A company with high ticket volume aggregates incident information from multiple sources — third-party providers, collection agencies, legal partners, payment services (e.g., PayPal), and its own backend. Before the project, relevant details were copied into tickets manually. Together with Leafworks, the team introduced Zendesk Custom Objects and rule-based detection to automatically identify key details — such as sender, organization type, and case reference number — and store them as structured ticket fields. The result: significantly less manual effort, faster initial assessment, and more reliable reporting.
Starting point & challenge
Many inputs, many sources — one case, sometimes several tickets:
Senders and content arrive from providers, collection agencies, legal partners, payment services (e.g., PayPal), and the internal backend.
Critical details like reference numbers, identifiers, or sender information are buried in email bodies, attachments, and reply threads.
Manual review and transfer into ticket fields was time-consuming and error-prone.
Target state
Consistent, structured data per case directly in the ticket.
Automated detection and assignment of sender, organization type, and reference number.
Far less manual effort in first-level support and faster prioritization.
Solution: custom objects & rule-based extraction
1) Knowledge base with Zendesk custom objects
A maintainable knowledge base inside Zendesk:
Organizations and their types are maintained (e.g., provider, collection agency, legal partner, payment service).
Detection rules per organization define what to look for (e.g., “reference number: 9 digits,” allowed prefixes such as “Ref.:”).
2) Extraction from multiple sources
An extraction layer analyzes emails, attachments, and ticket text.
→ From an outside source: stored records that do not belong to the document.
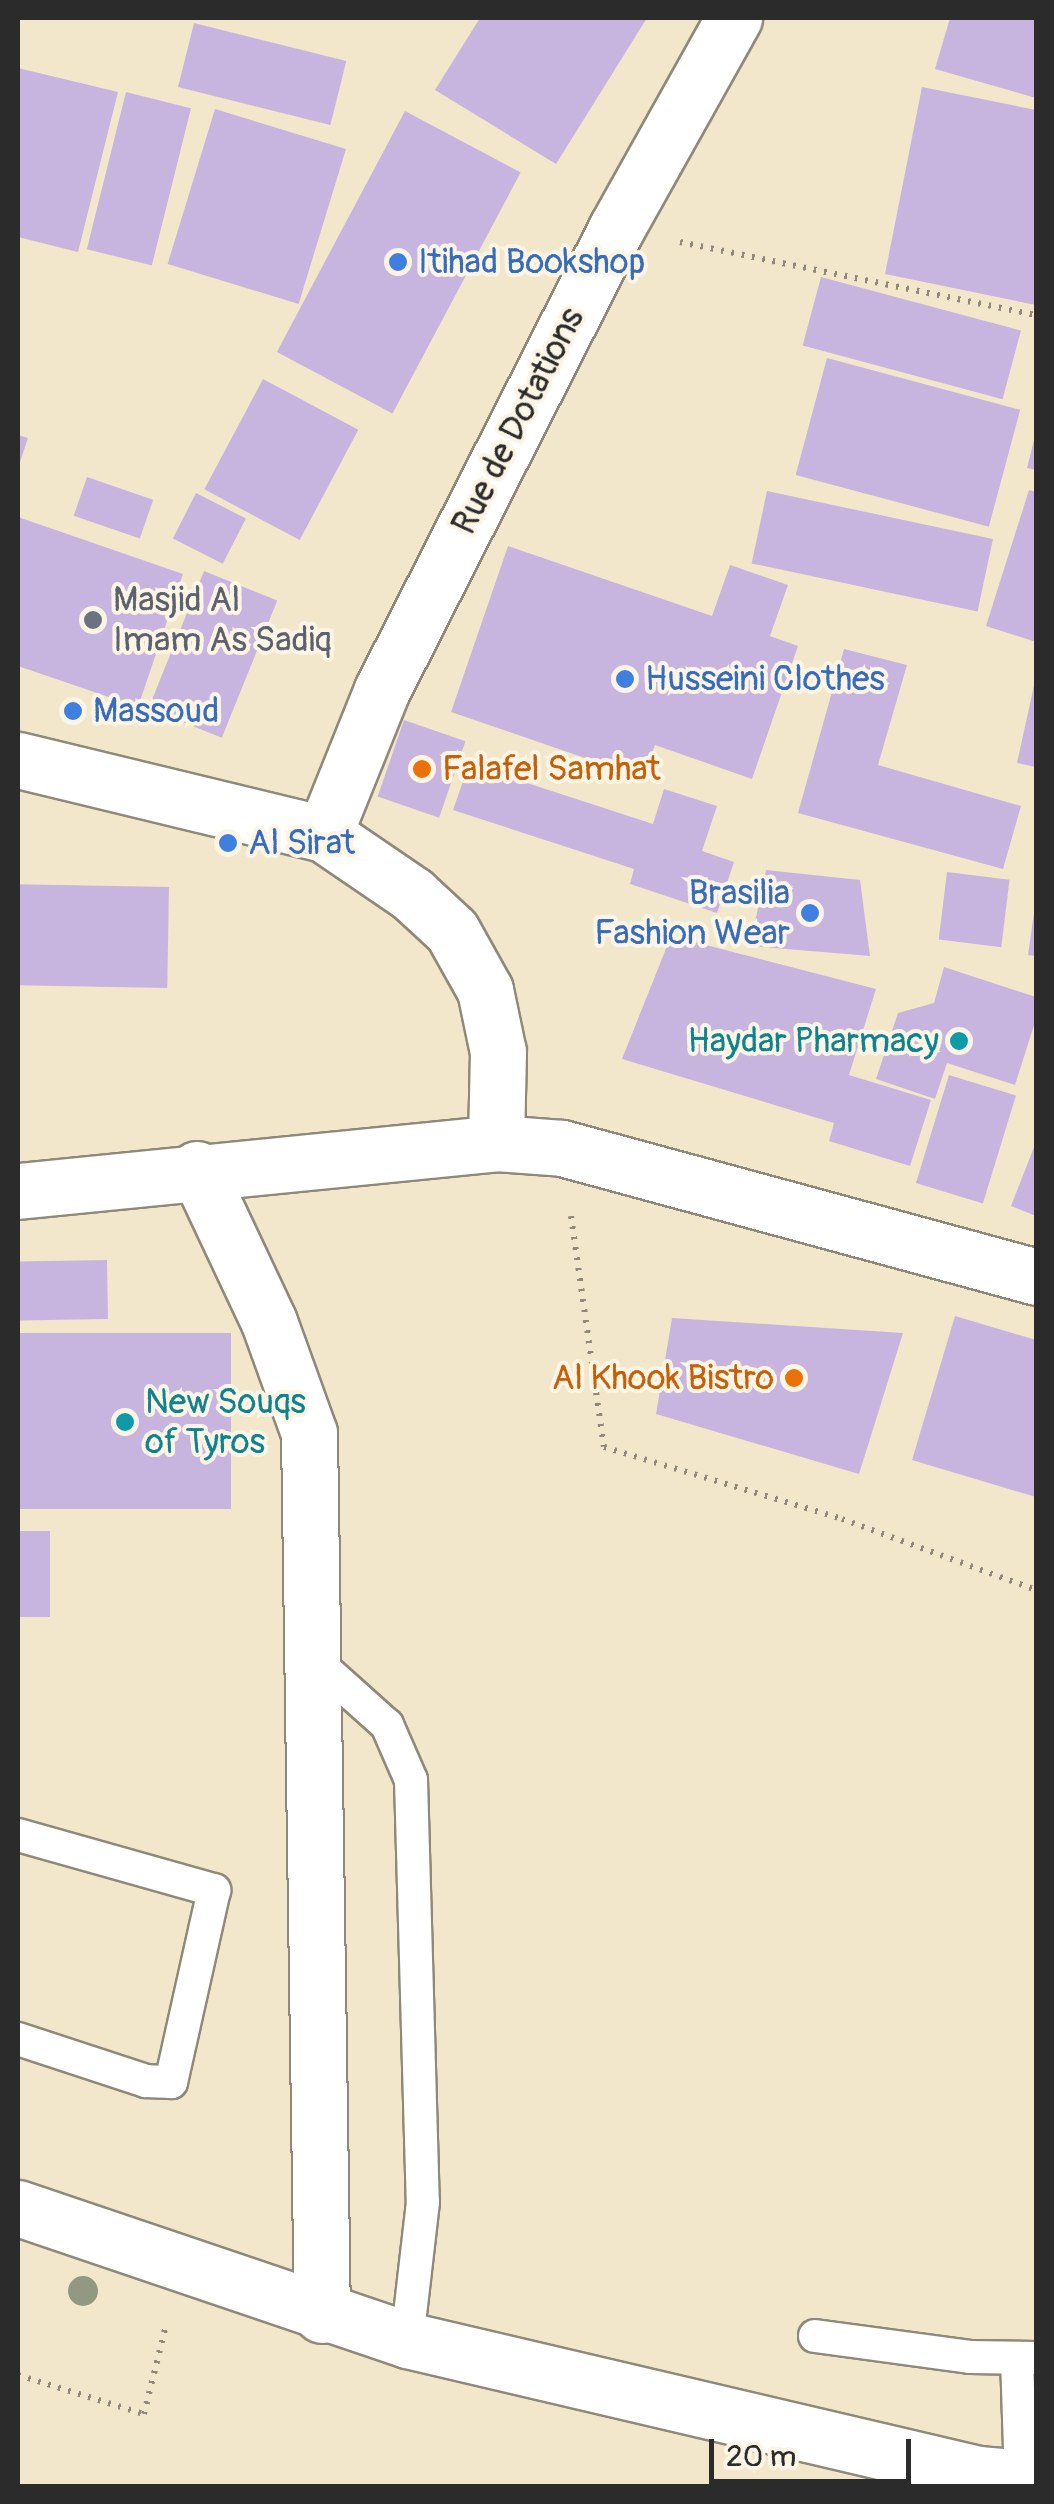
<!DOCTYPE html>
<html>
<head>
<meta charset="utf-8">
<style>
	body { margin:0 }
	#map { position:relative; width:1054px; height:2504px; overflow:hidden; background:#f2e7ca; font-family:Pangolin,sans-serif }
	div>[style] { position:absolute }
	.building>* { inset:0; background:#c8b5df; transform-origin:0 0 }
	.path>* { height:6px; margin-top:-3px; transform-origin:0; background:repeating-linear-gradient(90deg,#8e897a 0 2.5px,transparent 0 10.5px) }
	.roads { filter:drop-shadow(2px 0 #8e897a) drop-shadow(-2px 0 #8e897a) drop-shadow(0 2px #8e897a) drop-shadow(0 -2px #8e897a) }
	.service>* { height:32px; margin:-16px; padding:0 16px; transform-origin:16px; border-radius:16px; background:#fff }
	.minor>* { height:55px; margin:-27.5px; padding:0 27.5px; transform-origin:27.5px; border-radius:27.5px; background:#fff }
	.tertiary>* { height:55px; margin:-27.5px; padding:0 27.5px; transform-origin:27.5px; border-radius:27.5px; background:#fff }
	.trees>* { width:30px; height:30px; margin:-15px; border-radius:50%; background:#919982 }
	.dots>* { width:28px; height:28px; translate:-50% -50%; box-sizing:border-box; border:5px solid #fcf5e5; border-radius:50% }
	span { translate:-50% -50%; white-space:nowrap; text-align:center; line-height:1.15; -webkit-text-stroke:8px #fcf5e5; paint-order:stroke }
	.shop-label { font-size:35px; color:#366cbe }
	.left { translate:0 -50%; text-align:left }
	.right { translate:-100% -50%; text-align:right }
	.street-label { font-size:35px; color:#2b2b2b }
	.worship-label { font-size:35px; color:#5b616d }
	.food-label { font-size:35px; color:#c56008 }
	.culture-label { font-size:35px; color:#0d838f }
	.frame { position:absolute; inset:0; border:20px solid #2b2b2b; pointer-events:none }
	.scale { position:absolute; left:709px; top:2439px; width:202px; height:45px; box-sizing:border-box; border:5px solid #2b2b2b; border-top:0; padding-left:12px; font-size:30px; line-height:35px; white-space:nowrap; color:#2b2b2b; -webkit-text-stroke:8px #fcf5e5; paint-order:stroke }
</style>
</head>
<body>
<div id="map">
	<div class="building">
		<div style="clip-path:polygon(480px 18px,647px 18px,556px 164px,435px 90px)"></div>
		<div style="clip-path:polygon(950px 18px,1036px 18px,1036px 98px,935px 69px)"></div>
		<div style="left:194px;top:23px;width:157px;height:66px;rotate:14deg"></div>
		<div style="clip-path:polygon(18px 68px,118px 92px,78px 252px,18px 237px)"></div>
		<div style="clip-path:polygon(922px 87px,1036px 110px,1036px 305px,885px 274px)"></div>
		<div style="left:126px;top:92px;width:67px;height:162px;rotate:14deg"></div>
		<div style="left:215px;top:109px;width:137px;height:162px;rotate:17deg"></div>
		<div style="left:405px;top:111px;width:131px;height:273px;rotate:28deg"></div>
		<div style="left:821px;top:277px;width:207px;height:71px;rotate:15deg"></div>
		<div style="left:827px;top:358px;width:200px;height:121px;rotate:15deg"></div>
		<div style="left:263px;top:379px;width:108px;height:125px;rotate:28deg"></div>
		<div style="clip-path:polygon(18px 435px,28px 438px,18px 468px)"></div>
		<div style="clip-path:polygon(1035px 436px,1036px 436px,1036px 470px,1027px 468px)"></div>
		<div style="left:87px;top:477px;width:70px;height:41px;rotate:19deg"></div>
		<div style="clip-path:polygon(1029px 490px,1036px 492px,1036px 642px,986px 626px)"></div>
		<div style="left:767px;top:491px;width:231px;height:74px;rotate:12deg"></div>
		<div style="left:196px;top:493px;width:56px;height:51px;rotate:27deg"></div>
		<div style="clip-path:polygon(18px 517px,183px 574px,138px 707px,18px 666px)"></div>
		<div style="clip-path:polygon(508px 546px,712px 616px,730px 565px,788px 585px,770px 636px,798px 646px,752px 779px,655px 745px,643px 778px,451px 712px)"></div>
		<div style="left:204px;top:571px;width:79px;height:148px;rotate:22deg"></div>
		<div style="clip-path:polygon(844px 649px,907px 665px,878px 765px,1021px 806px,1003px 869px,798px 813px)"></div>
		<div style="clip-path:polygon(1035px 681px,1036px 681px,1036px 767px,1017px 763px)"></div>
		<div style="left:404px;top:720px;width:65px;height:81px;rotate:19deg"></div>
		<div style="clip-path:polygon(469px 764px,653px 824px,664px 789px,717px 806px,702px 851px,734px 862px,717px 913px,630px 884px,634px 869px,453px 810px)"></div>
		<div style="clip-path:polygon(766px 870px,860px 880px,870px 956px,750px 946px)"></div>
		<div style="left:947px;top:872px;width:63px;height:68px;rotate:7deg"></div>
		<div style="left:169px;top:887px;width:101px;height:151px;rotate:91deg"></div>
		<div style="clip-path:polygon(1034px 913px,1036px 913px,1036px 956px,1028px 955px)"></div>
		<div style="clip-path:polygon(671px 936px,876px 989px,849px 1075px,931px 1100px,910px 1166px,829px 1141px,834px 1123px,622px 1059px)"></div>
		<div style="clip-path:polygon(944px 967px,1036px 997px,1036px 1019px,1015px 1085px,947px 1063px,935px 1099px,876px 1079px,898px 1013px,934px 1003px)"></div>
		<div style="left:949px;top:1075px;width:70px;height:113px;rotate:17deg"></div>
		<div style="clip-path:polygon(1036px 1142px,1036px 1216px,1011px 1206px)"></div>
		<div style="left:107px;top:1260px;width:59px;height:89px;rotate:89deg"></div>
		<div style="clip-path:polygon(955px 1316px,1036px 1340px,1036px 1497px,912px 1460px)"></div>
		<div style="clip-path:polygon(672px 1318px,903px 1333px,859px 1474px,656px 1414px)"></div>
		<div style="left:231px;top:1333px;width:176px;height:213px;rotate:90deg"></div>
		<div style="left:18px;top:1531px;width:32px;height:86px"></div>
	</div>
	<div class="path">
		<div style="left:680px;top:242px;width:363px;rotate:11.6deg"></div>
		<div style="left:571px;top:1216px;width:233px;rotate:81.9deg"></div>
		<div style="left:604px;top:1447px;width:249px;rotate:16.8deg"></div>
		<div style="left:842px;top:1519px;width:207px;rotate:20.1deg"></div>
		<div style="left:18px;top:2375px;width:132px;rotate:17.2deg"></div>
		<div style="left:144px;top:2414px;width:92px;rotate:-76.1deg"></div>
	</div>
	<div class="roads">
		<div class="service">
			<div style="left:312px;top:1658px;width:101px;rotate:41.8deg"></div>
			<div style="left:387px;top:1725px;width:60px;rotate:66.4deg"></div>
			<div style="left:411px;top:1780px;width:422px;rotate:88.4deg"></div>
			<div style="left:423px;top:2202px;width:139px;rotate:96.6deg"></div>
			<div style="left:18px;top:1835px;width:204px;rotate:15.7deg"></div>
			<div style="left:214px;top:1890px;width:197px;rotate:102.6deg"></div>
			<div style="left:171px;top:2082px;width:25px;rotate:-178deg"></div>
			<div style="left:146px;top:2081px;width:135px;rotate:-161.8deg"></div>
			<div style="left:815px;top:2336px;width:156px;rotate:7.7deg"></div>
			<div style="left:970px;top:2357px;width:66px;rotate:0.9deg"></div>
			<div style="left:1017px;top:2358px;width:120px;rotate:88.1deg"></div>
		</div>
		<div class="minor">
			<div style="left:324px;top:834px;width:107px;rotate:34.3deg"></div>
			<div style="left:412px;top:894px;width:54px;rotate:42.8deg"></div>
			<div style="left:452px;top:931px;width:68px;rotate:60.8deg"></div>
			<div style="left:485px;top:990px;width:63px;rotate:78.2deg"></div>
			<div style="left:498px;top:1052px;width:91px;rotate:91.3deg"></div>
			<div style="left:197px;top:1169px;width:169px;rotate:64.8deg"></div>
			<div style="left:269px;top:1322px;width:118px;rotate:70.2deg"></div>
			<div style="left:309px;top:1433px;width:882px;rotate:89.16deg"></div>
			<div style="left:18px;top:1191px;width:480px;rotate:-5.7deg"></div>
			<div style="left:496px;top:1143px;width:66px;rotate:4.3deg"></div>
			<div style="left:562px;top:1148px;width:491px;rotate:15.2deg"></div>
		</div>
		<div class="tertiary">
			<div style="left:18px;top:760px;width:315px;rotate:13.6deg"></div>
			<div style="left:324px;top:834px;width:155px;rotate:-68.1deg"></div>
			<div style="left:382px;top:690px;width:517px;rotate:-63.09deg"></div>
			<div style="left:616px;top:229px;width:242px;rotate:-60.8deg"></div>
			<div style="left:18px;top:2208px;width:411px;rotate:18.7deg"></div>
			<div style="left:407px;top:2340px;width:587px;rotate:13.21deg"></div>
			<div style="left:978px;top:2474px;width:58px;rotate:4.9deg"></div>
		</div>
	</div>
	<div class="trees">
		<div style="left:83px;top:2291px"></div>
	</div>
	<div class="dots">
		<div style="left:398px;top:262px;background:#3f7fe0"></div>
		<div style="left:93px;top:620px;background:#6b7280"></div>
		<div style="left:625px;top:679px;background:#3f7fe0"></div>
		<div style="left:73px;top:711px;background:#3f7fe0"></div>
		<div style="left:422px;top:769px;background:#e8710a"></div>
		<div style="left:228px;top:843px;background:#3f7fe0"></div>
		<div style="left:810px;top:913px;background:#3f7fe0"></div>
		<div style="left:959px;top:1041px;background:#0f9aa8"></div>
		<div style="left:794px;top:1378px;background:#e8710a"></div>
		<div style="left:125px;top:1422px;background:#0f9aa8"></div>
	</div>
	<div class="shop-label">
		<span class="left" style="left:418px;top:262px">Itihad Bookshop</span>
		<span class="left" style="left:645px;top:679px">Husseini Clothes</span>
		<span class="left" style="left:93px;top:711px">Massoud</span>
		<span class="left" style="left:248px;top:843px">Al Sirat</span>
		<span class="right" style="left:790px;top:913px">Brasilia<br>Fashion Wear</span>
	</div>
	<div class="street-label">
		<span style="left:518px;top:421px;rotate:-63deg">Rue de Dotations</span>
	</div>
	<div class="worship-label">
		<span class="left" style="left:113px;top:620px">Masjid Al<br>Imam As Sadiq</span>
	</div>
	<div class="food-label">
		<span class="left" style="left:442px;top:769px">Falafel Samhat</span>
		<span class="right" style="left:774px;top:1378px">Al Khook Bistro</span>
	</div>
	<div class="culture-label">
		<span class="right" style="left:939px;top:1041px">Haydar Pharmacy</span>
		<span class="left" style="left:145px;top:1422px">New Souqs<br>of Tyros</span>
	</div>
	<div class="frame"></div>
	<div class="scale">20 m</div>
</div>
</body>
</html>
It identifies:
Sender/organization and the corresponding type (provider, collection agency, legal partner, payment service).
Reference numbers, including format variations and prefixes.
3) Automatic ticket enrichment
Detected values are written back as structured fields (e.g., organization, type, reference number).
This creates a reliable data foundation for triage, automation, and reporting.
Results
Less manual data entry in day-to-day operations.
Faster triage thanks to reliable, structured ticket fields.
Lower error rates in reference numbers and sender assignment.
Better analytics through consistent data (e.g., volumes by type, handling times by organization).
Interested?
Get in touch if you face similar challenges — we’ll show you live how to enrich Zendesk tickets automatically and speed up your processes.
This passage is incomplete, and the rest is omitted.